Eye checks, a vital part of early childhood Eye checks, a vital part of early childhood

Pediatric ophthalmological exams make it possible to prevent diseases and help ensure that a child’s vision develops to its fullest.

Medical Advisor

Liliana Vélez Correa, Pediatric
Ophthalmologist, practitioner at Coomeva Private Healthcare

When a baby is born, neither their eyes nor their visual system are completely developed. The eyes themselves are not solely responsible for seeing. The process that allows us to see occurs through the nerve connections that connect the eyes to the cerebral cortex. These connections develop progressively over the first seven years of life, when brain plasticity is at its greatest. During this time, clear images reach the brain in order for a person’s visual health to develop correctly.

If the nerve pathway that goes from the eye to the brain is not completely developed before the child turns seven, amblyopia can occur (also known as lazy eye), which is when the affected eye sends a blurry image to the brain that confuses it. According to pediatric ophthalmologist Liliana Vélez, when this condition is not treated properly, the brain simply stops trying to make a connection with the eye. This leads to a serious-enough vision loss that a person may not recover for the rest of their life.

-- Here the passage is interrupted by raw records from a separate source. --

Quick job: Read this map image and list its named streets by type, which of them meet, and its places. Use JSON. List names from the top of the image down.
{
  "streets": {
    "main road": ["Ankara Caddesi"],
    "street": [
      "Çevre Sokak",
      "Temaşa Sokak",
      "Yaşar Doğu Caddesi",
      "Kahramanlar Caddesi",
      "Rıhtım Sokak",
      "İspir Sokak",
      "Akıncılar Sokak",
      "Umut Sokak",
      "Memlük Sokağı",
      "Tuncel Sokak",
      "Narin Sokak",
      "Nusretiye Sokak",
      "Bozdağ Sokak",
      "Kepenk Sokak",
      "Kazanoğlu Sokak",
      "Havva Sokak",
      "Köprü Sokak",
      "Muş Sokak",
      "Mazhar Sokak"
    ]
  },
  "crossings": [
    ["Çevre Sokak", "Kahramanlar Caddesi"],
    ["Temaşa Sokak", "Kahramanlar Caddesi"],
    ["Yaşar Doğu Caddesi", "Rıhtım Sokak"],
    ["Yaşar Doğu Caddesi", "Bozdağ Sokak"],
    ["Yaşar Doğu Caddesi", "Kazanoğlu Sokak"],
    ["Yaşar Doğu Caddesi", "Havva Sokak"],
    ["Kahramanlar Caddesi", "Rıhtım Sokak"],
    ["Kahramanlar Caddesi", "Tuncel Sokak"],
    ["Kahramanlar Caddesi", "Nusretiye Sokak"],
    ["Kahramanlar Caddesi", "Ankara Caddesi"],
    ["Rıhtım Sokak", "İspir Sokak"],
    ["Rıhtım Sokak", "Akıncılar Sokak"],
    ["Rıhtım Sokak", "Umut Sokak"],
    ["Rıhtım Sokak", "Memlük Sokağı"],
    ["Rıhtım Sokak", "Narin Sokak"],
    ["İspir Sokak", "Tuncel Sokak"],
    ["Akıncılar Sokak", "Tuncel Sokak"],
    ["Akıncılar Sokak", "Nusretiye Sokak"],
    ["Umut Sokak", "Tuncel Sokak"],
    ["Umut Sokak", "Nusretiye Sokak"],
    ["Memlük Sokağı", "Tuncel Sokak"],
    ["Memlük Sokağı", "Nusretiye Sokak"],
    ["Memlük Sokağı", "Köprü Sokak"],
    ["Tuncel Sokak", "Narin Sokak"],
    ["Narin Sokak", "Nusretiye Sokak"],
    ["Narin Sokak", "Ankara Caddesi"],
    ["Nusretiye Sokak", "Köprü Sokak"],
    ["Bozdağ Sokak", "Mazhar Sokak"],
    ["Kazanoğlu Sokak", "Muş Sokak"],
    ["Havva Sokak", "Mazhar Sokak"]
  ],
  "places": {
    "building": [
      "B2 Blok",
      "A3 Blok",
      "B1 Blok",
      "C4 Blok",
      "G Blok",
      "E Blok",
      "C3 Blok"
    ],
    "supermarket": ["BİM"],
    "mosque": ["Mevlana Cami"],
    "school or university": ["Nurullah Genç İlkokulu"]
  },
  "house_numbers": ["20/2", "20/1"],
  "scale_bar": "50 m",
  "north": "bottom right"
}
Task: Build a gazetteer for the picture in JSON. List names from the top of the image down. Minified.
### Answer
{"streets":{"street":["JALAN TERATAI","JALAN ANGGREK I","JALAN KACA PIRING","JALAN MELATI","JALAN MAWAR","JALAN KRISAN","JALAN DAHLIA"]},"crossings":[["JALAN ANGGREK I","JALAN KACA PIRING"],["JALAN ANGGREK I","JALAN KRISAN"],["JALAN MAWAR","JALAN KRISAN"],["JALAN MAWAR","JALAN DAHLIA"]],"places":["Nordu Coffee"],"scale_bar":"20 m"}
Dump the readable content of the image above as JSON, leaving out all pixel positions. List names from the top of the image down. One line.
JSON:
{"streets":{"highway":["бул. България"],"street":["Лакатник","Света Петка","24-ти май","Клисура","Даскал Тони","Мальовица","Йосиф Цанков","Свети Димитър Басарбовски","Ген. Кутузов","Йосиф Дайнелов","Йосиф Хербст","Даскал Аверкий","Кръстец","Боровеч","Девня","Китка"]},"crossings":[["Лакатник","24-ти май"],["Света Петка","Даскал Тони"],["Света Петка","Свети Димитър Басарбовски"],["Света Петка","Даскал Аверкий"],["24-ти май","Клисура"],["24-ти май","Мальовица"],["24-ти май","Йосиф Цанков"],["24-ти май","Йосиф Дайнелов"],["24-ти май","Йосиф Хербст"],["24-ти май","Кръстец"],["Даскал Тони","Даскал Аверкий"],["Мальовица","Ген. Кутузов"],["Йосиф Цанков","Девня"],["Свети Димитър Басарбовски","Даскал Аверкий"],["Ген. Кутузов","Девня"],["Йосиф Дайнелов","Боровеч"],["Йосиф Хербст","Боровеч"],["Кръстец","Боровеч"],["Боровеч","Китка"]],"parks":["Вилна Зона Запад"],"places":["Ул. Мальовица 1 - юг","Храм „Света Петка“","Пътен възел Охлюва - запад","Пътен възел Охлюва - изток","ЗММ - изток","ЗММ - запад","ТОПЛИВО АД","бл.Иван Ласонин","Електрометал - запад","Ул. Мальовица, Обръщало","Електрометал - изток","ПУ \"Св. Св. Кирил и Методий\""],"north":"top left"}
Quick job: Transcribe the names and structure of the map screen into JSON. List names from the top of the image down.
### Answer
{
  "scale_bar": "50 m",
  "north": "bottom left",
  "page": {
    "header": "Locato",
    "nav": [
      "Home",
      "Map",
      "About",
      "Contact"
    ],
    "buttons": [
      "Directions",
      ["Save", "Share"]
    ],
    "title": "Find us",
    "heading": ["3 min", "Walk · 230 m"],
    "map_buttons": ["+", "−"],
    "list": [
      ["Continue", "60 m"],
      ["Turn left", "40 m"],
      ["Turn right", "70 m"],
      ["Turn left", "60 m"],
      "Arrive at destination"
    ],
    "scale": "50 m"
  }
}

It is therefore important for children to follow the recommendations for vision checkups during their first years of life. The purpose of these visits is to prevent the onset of eye problems, and if they are already present, they can help to treat them in a timely matter in order to prevent long-term consequences in the future. The American Academy of Ophthalmology and the American Association for Pediatric Ophthalmology and Strabismus recommend children get their vision checked once a year. They particularly emphasize the importance of checkups at the following ages, even if no vision problems are detected.

 See an eye doctor if you notice the following symptoms:

(Children under age 3)

A change in the color or shape of the eyes.

A pupil that turns white

If the child rubs his or her eyes constantly.

If, during the first 8 months of life, you notice the eye deviates from a fixed gaze or, if after this period, other types of deviations appear.

If the child falls and has many accidents that may be indicative of difficulties in calculating distances or seeing obstacles.

Watery eyes or constant discharge from one or both eyes.

 (Children older than 3)

Reading problems.

Lack of concentration.

Poor school performance.

Interpersonal relationship problems.

When to check a child’s vision

Newborn: Babies should be checked for the after-effects of an infectious disease a mother may have had during pregnancy such as rubella, measles and toxoplasmosis; congenital diseases, such as glaucoma and cataracts; and tumors such as retinoblastoma that, if not diagnosed in time, can even take a child’s life.

 Age 1: The purpose of checkup at this age is to verify that the eye structure is developing properly. It also serves to detect whether the child is experiencing refractive defects such as myopia, hyperopia, astigmatism and anisometropia, where each eye has a different refractive error.

 Age 3: At this age, the visual acuity (sharpness) of the child can now be assessed quantitatively as children at this age are able to use the eye chart with which the test is performed. The eye exam will evaluate the ability of the child’s visual system to distinguish the details of an object, as well as how sharp they can see. This exam can also detect abnormalities such as strabismus or refractive problems.

 Age 5: Repeating the eye exam at this stage is very important, as children are often starting school and are beginning to read and write, which is why it is critical to make sure children do not have eye conditions that can affect their academic performance. It is very common for children to experience low academic achievement and even disciplinary problems due to poor eyesight. As a result, they may not understand class material or be able focus in class.

 Age 7: At this point, the child’s brain plasticity is at its fullest and the development of its visual capacities has come to an end, which is why it is the final checkup for this age group. This exam is a final evaluation that determines how the child’s vision will be in the future. After this age, the American Academy of Ophthalmology recommends getting general checkups for visual acuity every two years.